# About this exercise
Please print each record that follows precisely as it appears.

# Data under study
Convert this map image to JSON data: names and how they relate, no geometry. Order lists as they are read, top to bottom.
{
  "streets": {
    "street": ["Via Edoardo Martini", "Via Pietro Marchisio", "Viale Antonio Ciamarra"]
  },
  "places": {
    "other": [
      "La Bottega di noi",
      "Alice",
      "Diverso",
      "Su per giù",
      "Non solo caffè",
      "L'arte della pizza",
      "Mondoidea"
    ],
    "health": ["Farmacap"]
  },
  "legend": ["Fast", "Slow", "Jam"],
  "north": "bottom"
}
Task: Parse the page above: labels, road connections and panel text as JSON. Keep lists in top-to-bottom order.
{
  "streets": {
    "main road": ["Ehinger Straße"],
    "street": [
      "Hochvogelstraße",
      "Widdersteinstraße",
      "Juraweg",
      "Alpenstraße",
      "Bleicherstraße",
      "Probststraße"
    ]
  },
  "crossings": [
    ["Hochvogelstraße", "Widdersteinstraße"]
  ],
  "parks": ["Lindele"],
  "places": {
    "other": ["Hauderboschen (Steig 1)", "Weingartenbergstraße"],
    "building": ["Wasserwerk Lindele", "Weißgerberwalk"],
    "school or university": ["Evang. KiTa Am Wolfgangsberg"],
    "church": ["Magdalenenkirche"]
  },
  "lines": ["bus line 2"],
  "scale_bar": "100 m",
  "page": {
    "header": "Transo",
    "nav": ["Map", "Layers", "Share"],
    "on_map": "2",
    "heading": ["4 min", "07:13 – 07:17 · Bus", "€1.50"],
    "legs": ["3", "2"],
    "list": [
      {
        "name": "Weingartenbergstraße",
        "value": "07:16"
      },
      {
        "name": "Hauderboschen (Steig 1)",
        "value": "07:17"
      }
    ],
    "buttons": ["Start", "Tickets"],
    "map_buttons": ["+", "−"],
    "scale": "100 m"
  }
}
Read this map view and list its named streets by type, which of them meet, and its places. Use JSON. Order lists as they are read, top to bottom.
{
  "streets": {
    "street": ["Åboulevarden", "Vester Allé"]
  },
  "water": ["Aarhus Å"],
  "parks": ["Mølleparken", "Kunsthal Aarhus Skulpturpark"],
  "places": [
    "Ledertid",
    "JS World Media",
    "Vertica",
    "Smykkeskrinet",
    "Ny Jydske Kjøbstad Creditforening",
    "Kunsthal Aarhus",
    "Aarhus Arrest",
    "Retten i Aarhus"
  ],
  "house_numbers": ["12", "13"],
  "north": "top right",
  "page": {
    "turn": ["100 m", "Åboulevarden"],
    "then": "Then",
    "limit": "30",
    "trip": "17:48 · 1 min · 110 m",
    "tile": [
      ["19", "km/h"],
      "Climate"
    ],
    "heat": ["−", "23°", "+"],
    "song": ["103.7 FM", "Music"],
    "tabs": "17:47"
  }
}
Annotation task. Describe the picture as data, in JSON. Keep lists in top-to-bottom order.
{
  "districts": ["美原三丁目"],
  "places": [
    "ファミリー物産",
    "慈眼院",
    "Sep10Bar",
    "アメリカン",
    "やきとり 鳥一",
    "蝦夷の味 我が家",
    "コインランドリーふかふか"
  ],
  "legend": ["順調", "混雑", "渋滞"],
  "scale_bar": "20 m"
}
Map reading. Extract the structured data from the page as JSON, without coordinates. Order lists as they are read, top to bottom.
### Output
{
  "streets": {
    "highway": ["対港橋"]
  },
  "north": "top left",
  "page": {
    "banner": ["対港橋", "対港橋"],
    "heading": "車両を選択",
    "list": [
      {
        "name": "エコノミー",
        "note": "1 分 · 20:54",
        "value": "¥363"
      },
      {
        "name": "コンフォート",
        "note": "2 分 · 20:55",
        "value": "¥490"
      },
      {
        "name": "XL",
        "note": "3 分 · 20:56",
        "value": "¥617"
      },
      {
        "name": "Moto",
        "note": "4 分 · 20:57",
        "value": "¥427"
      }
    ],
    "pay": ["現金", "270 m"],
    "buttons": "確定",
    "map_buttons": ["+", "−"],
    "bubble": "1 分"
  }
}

# Completed task
Convert this map image to JSON data: names and how they relate, no geometry. Order lists as they are read, top to bottom.
{
  "streets": {
    "street": ["Via Edoardo Martini", "Via Pietro Marchisio", "Viale Antonio Ciamarra"]
  },
  "places": {
    "other": [
      "La Bottega di noi",
      "Alice",
      "Diverso",
      "Su per giù",
      "Non solo caffè",
      "L'arte della pizza",
      "Mondoidea"
    ],
    "health": ["Farmacap"]
  },
  "legend": ["Fast", "Slow", "Jam"],
  "north": "bottom"
}
Task: Parse the page above: labels, road connections and panel text as JSON. Keep lists in top-to-bottom order.
{
  "streets": {
    "main road": ["Ehinger Straße"],
    "street": [
      "Hochvogelstraße",
      "Widdersteinstraße",
      "Juraweg",
      "Alpenstraße",
      "Bleicherstraße",
      "Probststraße"
    ]
  },
  "crossings": [
    ["Hochvogelstraße", "Widdersteinstraße"]
  ],
  "parks": ["Lindele"],
  "places": {
    "other": ["Hauderboschen (Steig 1)", "Weingartenbergstraße"],
    "building": ["Wasserwerk Lindele", "Weißgerberwalk"],
    "school or university": ["Evang. KiTa Am Wolfgangsberg"],
    "church": ["Magdalenenkirche"]
  },
  "lines": ["bus line 2"],
  "scale_bar": "100 m",
  "page": {
    "header": "Transo",
    "nav": ["Map", "Layers", "Share"],
    "on_map": "2",
    "heading": ["4 min", "07:13 – 07:17 · Bus", "€1.50"],
    "legs": ["3", "2"],
    "list": [
      {
        "name": "Weingartenbergstraße",
        "value": "07:16"
      },
      {
        "name": "Hauderboschen (Steig 1)",
        "value": "07:17"
      }
    ],
    "buttons": ["Start", "Tickets"],
    "map_buttons": ["+", "−"],
    "scale": "100 m"
  }
}
Read this map view and list its named streets by type, which of them meet, and its places. Use JSON. Order lists as they are read, top to bottom.
{
  "streets": {
    "street": ["Åboulevarden", "Vester Allé"]
  },
  "water": ["Aarhus Å"],
  "parks": ["Mølleparken", "Kunsthal Aarhus Skulpturpark"],
  "places": [
    "Ledertid",
    "JS World Media",
    "Vertica",
    "Smykkeskrinet",
    "Ny Jydske Kjøbstad Creditforening",
    "Kunsthal Aarhus",
    "Aarhus Arrest",
    "Retten i Aarhus"
  ],
  "house_numbers": ["12", "13"],
  "north": "top right",
  "page": {
    "turn": ["100 m", "Åboulevarden"],
    "then": "Then",
    "limit": "30",
    "trip": "17:48 · 1 min · 110 m",
    "tile": [
      ["19", "km/h"],
      "Climate"
    ],
    "heat": ["−", "23°", "+"],
    "song": ["103.7 FM", "Music"],
    "tabs": "17:47"
  }
}
Annotation task. Describe the picture as data, in JSON. Keep lists in top-to-bottom order.
{
  "districts": ["美原三丁目"],
  "places": [
    "ファミリー物産",
    "慈眼院",
    "Sep10Bar",
    "アメリカン",
    "やきとり 鳥一",
    "蝦夷の味 我が家",
    "コインランドリーふかふか"
  ],
  "legend": ["順調", "混雑", "渋滞"],
  "scale_bar": "20 m"
}
Map reading. Extract the structured data from the page as JSON, without coordinates. Order lists as they are read, top to bottom.
### Output
{
  "streets": {
    "highway": ["対港橋"]
  },
  "north": "top left",
  "page": {
    "banner": ["対港橋", "対港橋"],
    "heading": "車両を選択",
    "list": [
      {
        "name": "エコノミー",
        "note": "1 分 · 20:54",
        "value": "¥363"
      },
      {
        "name": "コンフォート",
        "note": "2 分 · 20:55",
        "value": "¥490"
      },
      {
        "name": "XL",
        "note": "3 分 · 20:56",
        "value": "¥617"
      },
      {
        "name": "Moto",
        "note": "4 分 · 20:57",
        "value": "¥427"
      }
    ],
    "pay": ["現金", "270 m"],
    "buttons": "確定",
    "map_buttons": ["+", "−"],
    "bubble": "1 分"
  }
}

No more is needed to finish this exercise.